Nun bringe ich das Führerbremsventil das ich nachher zum Fahren brauche in Fahrtstellung, schon ist deutlich zu hören das sich die Hauptluftleitung füllt. Das Blatt für den Fahrtenschreiber und den Indusistreifen beschriften sowie die benötigten Fahrplanunterlagen herrichten. Ich schaue nach dem Kraftstoffvorrat und ob genügend Sand vorhanden ist. Inzwischen ist der Hauptluftbehälterdruck auf 5 bar angestiegen, so daß ich die Bremsen durchchecken und anschließend die Handbremse lösen kann. Spitzensignal einschalten, Zugbahnfunkgerät einschalten und auf Richtigen Kanal einstellen, Getriebesperre in Stellung "Turbo ein" bringen, die Zusatzbremse lösen und ein wenig Leistung aufschalten, gleich wieder abschalten, so daß die Lok ganz langsam rollt, mit der Zusatzbremse die Lok wieder anhalten funktioniert auch und ich kann beim Fahrdienst " Die Esslinger Lok zum Güterbahnhof abfahrbereit" melden.
Aus dem Bw ausrücken
Das Gleisspersignal Richtung Güterbahnhof zeigt Sh 1 und ich fahre langsam los denn am Indusiprüfmagnet gibt es eine Zwangsbremsung zum Testen der Indusi, Bremse durchziehen und "Indusi frei" betätigen, Bremse wieder in Fahrtstellung bringen und warten bis der Haupluftleitungsdruck wieder 5 Bar ist.

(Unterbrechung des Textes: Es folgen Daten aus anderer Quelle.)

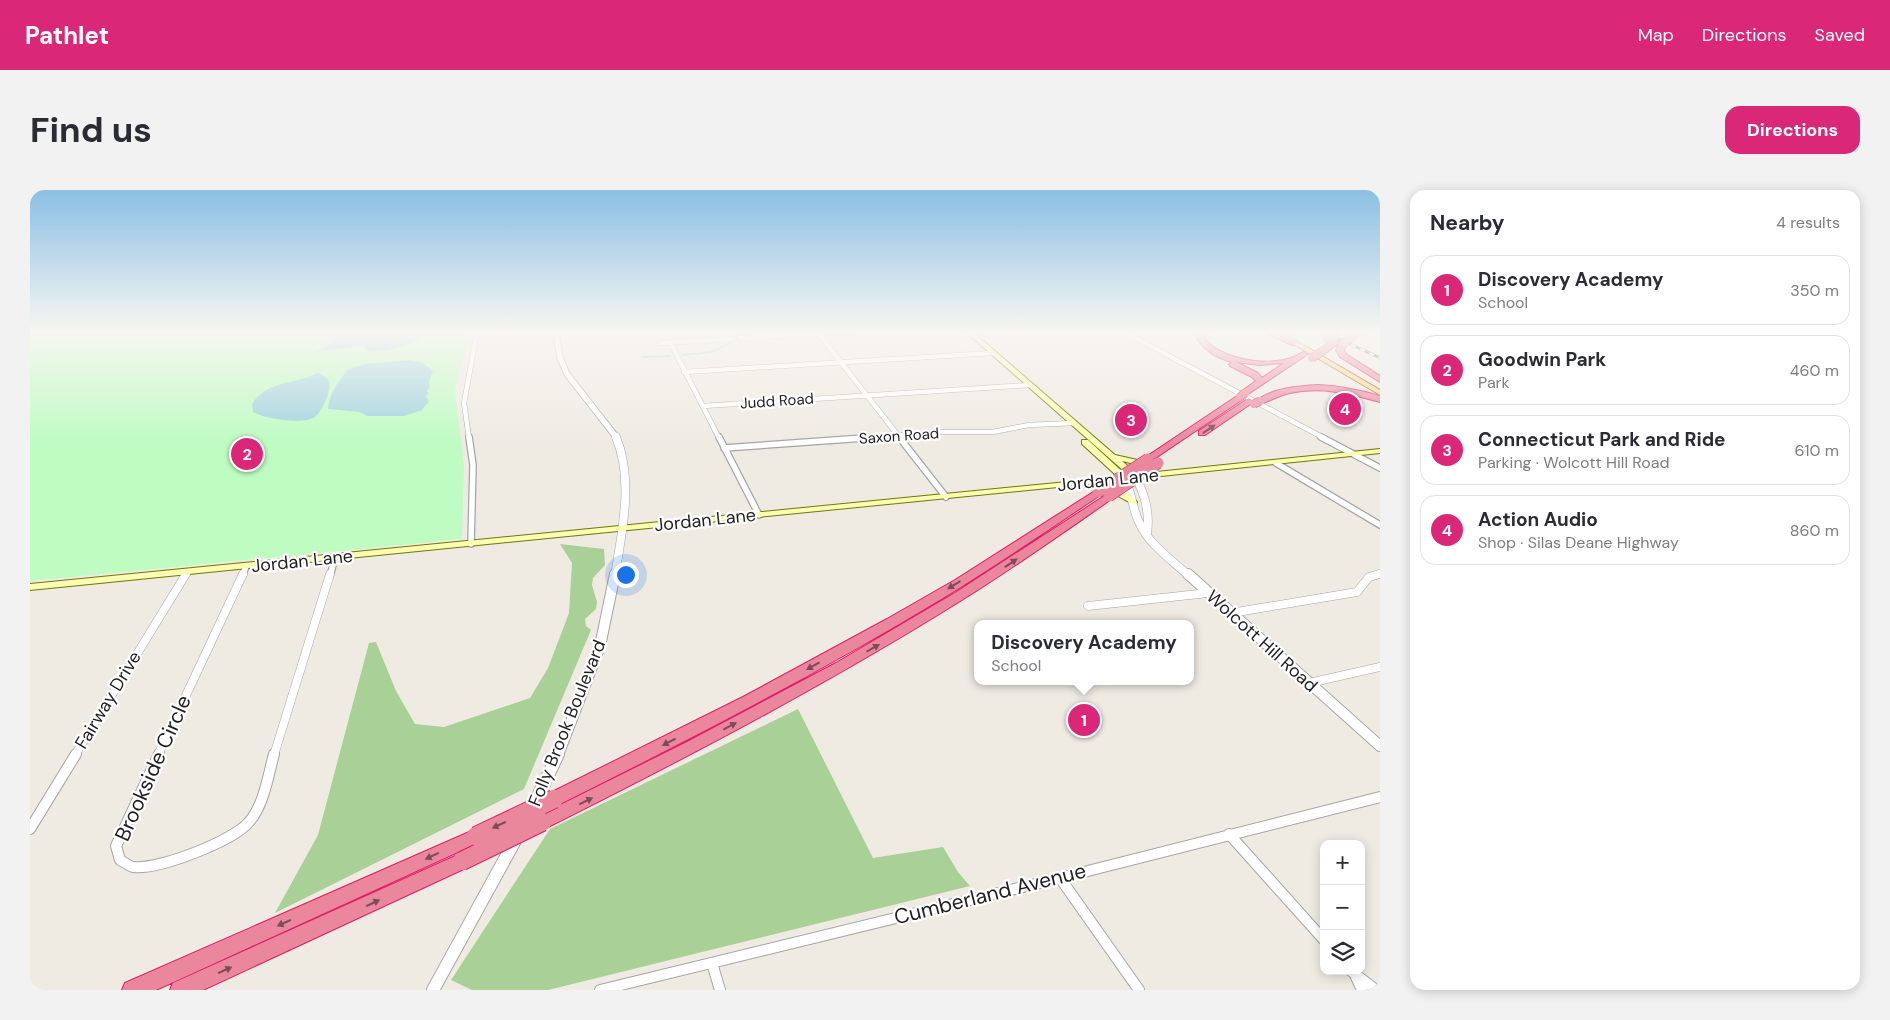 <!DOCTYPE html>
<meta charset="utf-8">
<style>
:root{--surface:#fff;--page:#f2f2f3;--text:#2b2b33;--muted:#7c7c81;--line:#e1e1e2;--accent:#db2777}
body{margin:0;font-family:"DM Sans",sans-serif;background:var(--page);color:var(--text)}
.controls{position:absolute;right:15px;bottom:15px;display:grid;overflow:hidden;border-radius:10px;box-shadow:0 2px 12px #0003}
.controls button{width:45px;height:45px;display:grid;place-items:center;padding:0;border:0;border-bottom:1px solid var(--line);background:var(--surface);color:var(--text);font:25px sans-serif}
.you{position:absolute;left:595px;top:384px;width:18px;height:18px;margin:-12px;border:4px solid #fff;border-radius:50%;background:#1a73e8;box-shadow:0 0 0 8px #1a73e833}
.badge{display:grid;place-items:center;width:32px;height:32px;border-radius:50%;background:var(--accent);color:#fff;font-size:16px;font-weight:700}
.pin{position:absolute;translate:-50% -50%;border:2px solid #fff;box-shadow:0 1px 5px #0006}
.popup{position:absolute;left:944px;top:430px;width:220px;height:65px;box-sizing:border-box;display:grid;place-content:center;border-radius:10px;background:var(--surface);filter:drop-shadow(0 1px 4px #0005);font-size:16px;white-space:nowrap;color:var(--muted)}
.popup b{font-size:19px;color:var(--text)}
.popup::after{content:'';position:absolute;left:50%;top:100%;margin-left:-10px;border:10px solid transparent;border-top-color:var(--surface)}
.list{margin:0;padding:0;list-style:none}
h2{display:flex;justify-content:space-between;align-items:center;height:65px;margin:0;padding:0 20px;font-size:21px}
h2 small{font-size:16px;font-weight:400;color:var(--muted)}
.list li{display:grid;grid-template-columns:32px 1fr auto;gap:15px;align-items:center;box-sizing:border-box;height:70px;margin:0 10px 10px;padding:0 10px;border:1px solid var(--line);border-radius:15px}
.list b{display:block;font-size:19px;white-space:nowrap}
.list p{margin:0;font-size:16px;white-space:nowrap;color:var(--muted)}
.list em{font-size:16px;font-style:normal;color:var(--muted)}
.icon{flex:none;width:28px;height:28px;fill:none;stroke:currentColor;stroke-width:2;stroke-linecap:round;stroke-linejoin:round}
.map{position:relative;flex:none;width:1350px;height:800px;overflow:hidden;border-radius:15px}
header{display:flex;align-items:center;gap:30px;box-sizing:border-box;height:70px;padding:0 25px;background:var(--accent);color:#fff}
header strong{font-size:24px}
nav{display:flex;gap:28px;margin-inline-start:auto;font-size:18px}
.intro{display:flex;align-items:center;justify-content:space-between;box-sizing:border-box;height:120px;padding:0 30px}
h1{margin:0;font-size:35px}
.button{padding:12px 22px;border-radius:15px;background:var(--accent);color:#fff;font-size:18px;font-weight:700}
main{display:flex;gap:30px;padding:0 30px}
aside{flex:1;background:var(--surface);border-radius:15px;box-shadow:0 2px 12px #0003}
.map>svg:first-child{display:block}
</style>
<header>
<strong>Pathlet</strong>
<nav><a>Map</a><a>Directions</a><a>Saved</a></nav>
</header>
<div class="intro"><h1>Find us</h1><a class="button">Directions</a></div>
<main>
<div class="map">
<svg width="1350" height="800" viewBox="0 0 1350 800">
<rect width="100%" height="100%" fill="#efebe3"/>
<path fill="#a9d096" d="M530,354L574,359L575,375L563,388L562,395L567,412L566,419L555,429L556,436L561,440L494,599L245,723L288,645L339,453L346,452L366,501L385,534L414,537L500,508L518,478L539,423L542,373Z
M768,519L843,668L913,657L928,682L940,696L518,800H442L421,790L520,639Z"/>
<path fill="#befcc1" d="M0,142H441L427,187L425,201L434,275L432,349L0,391Z"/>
<path fill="#a1d3df" d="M299,142H399C388,153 350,166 335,160V157L330,156L287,162L302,153L297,149Z
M380,170L392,172L403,181L399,191L400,198L396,201L399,203L396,206L399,211L392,220L374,226H337L330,222L298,219C300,201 308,193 318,179L335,174Z
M287,183C291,184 298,187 299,192C302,200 292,222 285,227C273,235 235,229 223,222L222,214C237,190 265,195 287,183Z"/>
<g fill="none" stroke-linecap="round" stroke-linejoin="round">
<path stroke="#a1d3df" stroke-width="2" d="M653,165L682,162L706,150L707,142
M612,167L640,166"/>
<defs>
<path id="minor-far3" d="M1094,142L1294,248
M789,144L870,248
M710,148L819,142
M640,152L689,248
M630,153L703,149
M654,182L963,163
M673,216L1000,195
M439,248L434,213L447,142
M831,248L915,242H963L999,235L1044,233"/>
<path id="minor-far2" d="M439,247L443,275L441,354
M689,247L729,325
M869,247L916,307
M1291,247L1350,278
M694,258L848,247
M1246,273L1350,335
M155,386L157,383
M212,386L216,377
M300,386L305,368
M1344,386L1350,384"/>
<path id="minor-far1" d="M1058,416L1178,403
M1201,423L1327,402L1339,387L1349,384
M1279,493L1350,477
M45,565L156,384
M128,565L213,384
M244,565L300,384"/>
<path id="minor" d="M129,564L86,656L90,670C94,672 99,676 103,677C129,680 203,651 219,632C234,615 238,586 244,564
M0,639L46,564
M1199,644L1294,750
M1030,688L1109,800
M682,773L690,800
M1321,781L1346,800
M1326,787L1332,800
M570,800L1030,688L1350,607"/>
<path id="tertiary-far3" d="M526,142L530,168L537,184L587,248
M1337,142L1350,146"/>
<path id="tertiary-far2" d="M1105,287C1115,303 1120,324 1117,343
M1094,288C1102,302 1102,318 1109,332C1118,354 1142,370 1159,386
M585,386C592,340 604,291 586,247"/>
<path id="tertiary-far1" d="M1158,384L1350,556
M528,565L570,456L585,384"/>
<path id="tertiary" d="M504,615L528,564
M403,800L487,647"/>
<path id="secondary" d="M936,142H943L1085,265L1121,273L1122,275L1118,277L1092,271L1107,284L1350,259V263L1103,289Z
M1052,250H1058L1097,286V290L0,400V394L1088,287L1052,254Z
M1077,296C1088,295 1100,304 1107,312L1106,314C1099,314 1085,303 1077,300Z"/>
<path id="primary" d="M1243,142H1251L1350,200V205Z"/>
<path id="motorway" d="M1171,142H1178L1175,149C1192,170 1238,177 1264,167C1267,166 1270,163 1274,162L1278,164L1215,206L1212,205V201L1226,191L1222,187L1200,176L1199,174L1202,172C1187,168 1177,162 1167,149ZM1206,172L1229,175L1254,173L1232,188L1228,183Z
M1234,142H1244L1269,153L1262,155Z
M1303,150L1310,152L1297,162H1291V158Z
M1310,152L1317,154L1314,160L1316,164L1350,186V192L1310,167L1306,160Z
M1289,195C1310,196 1330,200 1350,206V212C1320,204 1291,196 1260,203C1250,205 1240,211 1230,214L1226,211C1242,198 1269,196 1289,195Z
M1210,204L1214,207L1213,209L1121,271H1115L1113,269Z
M1219,208L1223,211L1222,213L1175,245H1169V241Z
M1068,299L1072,300L1073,302L1072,304C1019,339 967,375 913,408C789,483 660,549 530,614L524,616L518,614L516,609L518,604L713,507L857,429L925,390Z
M1079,303L1084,306L1083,308C1034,342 986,376 935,408C801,492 660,566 518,637L512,639L506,637L503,632L506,627L657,552L806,473L925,403Z
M446,639L452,641L455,646L452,651L126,800H92L95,793Z
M432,663L438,665L441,671L438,677L173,800H140L143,793Z"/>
</defs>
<use href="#minor-far3" stroke="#a5a5a5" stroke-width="5.5"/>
<use href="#minor-far2" stroke="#a5a5a5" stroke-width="8"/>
<use href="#minor-far1" stroke="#a5a5a5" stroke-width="9"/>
<use href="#minor" stroke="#a5a5a5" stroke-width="12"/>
<use href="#tertiary-far3" stroke="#a5a5a5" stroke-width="7"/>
<use href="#tertiary-far2" stroke="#a5a5a5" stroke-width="9"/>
<use href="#tertiary-far1" stroke="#a5a5a5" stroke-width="12"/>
<use href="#tertiary" stroke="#a5a5a5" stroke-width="14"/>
<use href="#secondary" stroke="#6f7900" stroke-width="2"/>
<use href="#primary" stroke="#976100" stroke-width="2"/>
<use href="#motorway" stroke="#e11c65" stroke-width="2"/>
<use href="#minor-far3" stroke="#fff" stroke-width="4.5"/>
<use href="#minor-far2" stroke="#fff" stroke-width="5.5"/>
<use href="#minor-far1" stroke="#fff" stroke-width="8"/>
<use href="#minor" stroke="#fff" stroke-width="10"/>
<use href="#tertiary-far3" stroke="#fff" stroke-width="5.5"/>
<use href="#tertiary-far2" stroke="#fff" stroke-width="8"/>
<use href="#tertiary-far1" stroke="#fff" stroke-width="10"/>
<use href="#tertiary" stroke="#fff" stroke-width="12"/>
<use href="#secondary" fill="#fafcb4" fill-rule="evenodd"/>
<use href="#primary" fill="#ffd098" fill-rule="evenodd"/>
<use href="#motorway" fill="#ea879c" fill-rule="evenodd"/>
<defs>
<path id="rail" d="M1294,142L1350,168"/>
</defs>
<use href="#rail" stroke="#6c6c6c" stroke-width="3"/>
<use href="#rail" stroke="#fff" stroke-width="2" stroke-dasharray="5" stroke-linecap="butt"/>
<defs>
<path id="motorway-bridge-far2" d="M1297,149L1307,142
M1313,154L1327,142
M1282,168L1294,160
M1210,207L1215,203
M1224,214L1230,211"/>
<path id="motorway-bridge-far1" d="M1068,302L1118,269
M1079,306L1128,273"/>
<path id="motorway-bridge" d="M446,646L524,609
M432,671L512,632"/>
</defs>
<use href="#motorway-bridge-far2" stroke="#e11c65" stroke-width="9" stroke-linecap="butt"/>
<use href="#motorway-bridge-far1" stroke="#e11c65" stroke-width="12" stroke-linecap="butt"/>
<use href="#motorway-bridge" stroke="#e11c65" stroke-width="20" stroke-linecap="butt"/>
<use href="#motorway-bridge-far2" stroke="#ea879c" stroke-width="8"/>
<use href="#motorway-bridge-far1" stroke="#ea879c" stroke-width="11"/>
<use href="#motorway-bridge" stroke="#ea879c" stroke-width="18"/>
</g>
<defs><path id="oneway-solid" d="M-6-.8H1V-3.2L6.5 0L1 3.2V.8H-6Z" transform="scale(1.25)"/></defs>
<g fill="#7a4d57">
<use href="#oneway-solid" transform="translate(1179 239) rotate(-34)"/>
<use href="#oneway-solid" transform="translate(981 373) rotate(-34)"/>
<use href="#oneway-solid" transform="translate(924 395) rotate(149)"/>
<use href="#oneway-solid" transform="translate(843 458) rotate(-30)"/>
<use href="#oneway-solid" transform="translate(783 476) rotate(151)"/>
<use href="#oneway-solid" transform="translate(700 536) rotate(-28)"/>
<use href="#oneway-solid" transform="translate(639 552) rotate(153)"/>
<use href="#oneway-solid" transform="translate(556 611) rotate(-26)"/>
<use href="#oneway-solid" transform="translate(469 635) rotate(155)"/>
<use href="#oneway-solid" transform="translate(402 666) rotate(155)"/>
<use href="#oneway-solid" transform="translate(343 713) rotate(-25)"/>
<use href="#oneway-solid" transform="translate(254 733) rotate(156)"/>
<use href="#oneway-solid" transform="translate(195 780) rotate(-24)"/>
</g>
<linearGradient id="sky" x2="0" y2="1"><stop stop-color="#8bc0e4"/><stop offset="0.56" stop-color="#f8f6f2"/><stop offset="1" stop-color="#f8f6f2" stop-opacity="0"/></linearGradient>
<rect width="1350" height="254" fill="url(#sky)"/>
<g text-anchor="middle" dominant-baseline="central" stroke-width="4.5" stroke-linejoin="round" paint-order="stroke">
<g font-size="15" fill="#1e1e1e" stroke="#fff">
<text transform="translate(747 211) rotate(-4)">Judd Road</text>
<text transform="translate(869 246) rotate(-4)">Saxon Road</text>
</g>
<g font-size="18" fill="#1e1e1e" stroke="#fff">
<text transform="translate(1078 290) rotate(-6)">Jordan Lane</text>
<text transform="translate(675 330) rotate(-6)">Jordan Lane</text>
<text transform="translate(272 371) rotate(-6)">Jordan Lane</text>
<text transform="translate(1232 451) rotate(42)">Wolcott Hill Road</text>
<text transform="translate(78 510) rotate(-59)">Fairway Drive</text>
<text transform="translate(537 533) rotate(-68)">Folly Brook Boulevard</text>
</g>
<g font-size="21" fill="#1e1e1e" stroke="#fff">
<text transform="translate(123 578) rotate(-66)">Brookside Circle</text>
<text transform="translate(960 704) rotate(-14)">Cumberland Avenue</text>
</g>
</g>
</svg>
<div class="controls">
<button>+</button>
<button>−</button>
<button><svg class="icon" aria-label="layers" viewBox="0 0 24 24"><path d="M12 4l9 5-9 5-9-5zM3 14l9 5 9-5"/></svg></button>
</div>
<div class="you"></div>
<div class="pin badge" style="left:1054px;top:530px">1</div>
<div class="popup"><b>Discovery Academy</b>School</div>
<div class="pin badge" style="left:217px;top:264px">2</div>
<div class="pin badge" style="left:1101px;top:230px">3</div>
<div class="pin badge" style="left:1315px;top:219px">4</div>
</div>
<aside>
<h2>Nearby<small>4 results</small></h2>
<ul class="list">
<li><span class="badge">1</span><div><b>Discovery Academy</b><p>School</p></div><em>350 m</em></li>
<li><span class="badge">2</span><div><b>Goodwin Park</b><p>Park</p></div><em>460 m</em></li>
<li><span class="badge">3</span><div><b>Connecticut Park and Ride</b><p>Parking · Wolcott Hill Road</p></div><em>610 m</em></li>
<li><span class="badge">4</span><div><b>Action Audio</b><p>Shop · Silas Deane Highway</p></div><em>860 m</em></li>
</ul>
</aside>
</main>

Weiter gehts, auf dem Weg in den Güterbahnhof zum Zug teste ich noch wie vorgeschrieben die Sifa.
Es ist 4 Uhr als ich im Güterbahnhof ankomme und kurz vor dem bereitstehenden Güterzug anhalte. Schon kommt der Rangierer übergibt mir die Zugpapiere und den Bremszettel, gibt mir den Rangierfunkkanal bekannt, ich stelle diesen ein und wir testen die Verständigung. Er ist schon wieder von der Lok runter als er mich über Rangierfunk zum aufdrücken auffordert. Ich drücke auf, er kuppellt den Zug. Als er den Luftabsperrhahn zum Zug öffnet sinkt der Druck in der Hauptluftleitung drastisch und schon machen sich die beiden Luftpresser bemerkbar es dauert eine ganze Weile, bis am ganzen Zug 5 Bar Hauptluftleitungsdruck erreicht sind. Wir machen eine Bremsprobe und warten auf den Rangierleiter und einen weiteren Rangierer. Als diese eingetroffen sind meldet der Rangierleiter dem Fahrdienst "68250 abfahrbereit".
68250 nach Esslingen
Kurz darauf (es inzwischen 4,37 Uhr) geht es los, volle Leistung, denn unser 68250 ist immer schwer, 1100 Tonnen sind zulässig, und hinter dem Bw geht es leicht bergauf, dann über die letzten Weichen des Bahnhofs Plochingen auf das Ferngleis. Kurz nach dem Haltepunkt Altbach sind 60 km/h erreicht und bis Esslingen geht es leicht bergab, so daß der Zug fast von alleine die 60 km/h hällt. Wir ruckeln mit 60 an mehreren SBKīs und Haltepunkten vorbei bis zum Einfahrvorsignal von Esslingen das Vr 2 zeigt. In der Ferne ist schon das Einfahrsignal zu erkennen es zeigt Hp 2 und Vr 0. Kurz vor dem E-Sig beginne ich zu bremsen denn wir müssen vor dem Zwischensignal (zeigt Hp 00) am Ende des Hausbahnsteiges zum stehen kommen. Hier endet unsere Zugfahrt und wir gehen in eine Rangierfahrt über. Kaum stehen wir, da schaltet das Signal auf Hp0 +Sh1 und wir fahren noch ganz in den Güterbahnhof. Inzwischen steigt wohlige Wärme vom Getriebe in das Führerhaus, jetzt im Frühling ein genuß, im Sommer aber wirdīs zu warm da macht man halt alle Türen und Fenster auf um wenigstens ein wenig Kühlung durch den Fahrtwind zu bekommen.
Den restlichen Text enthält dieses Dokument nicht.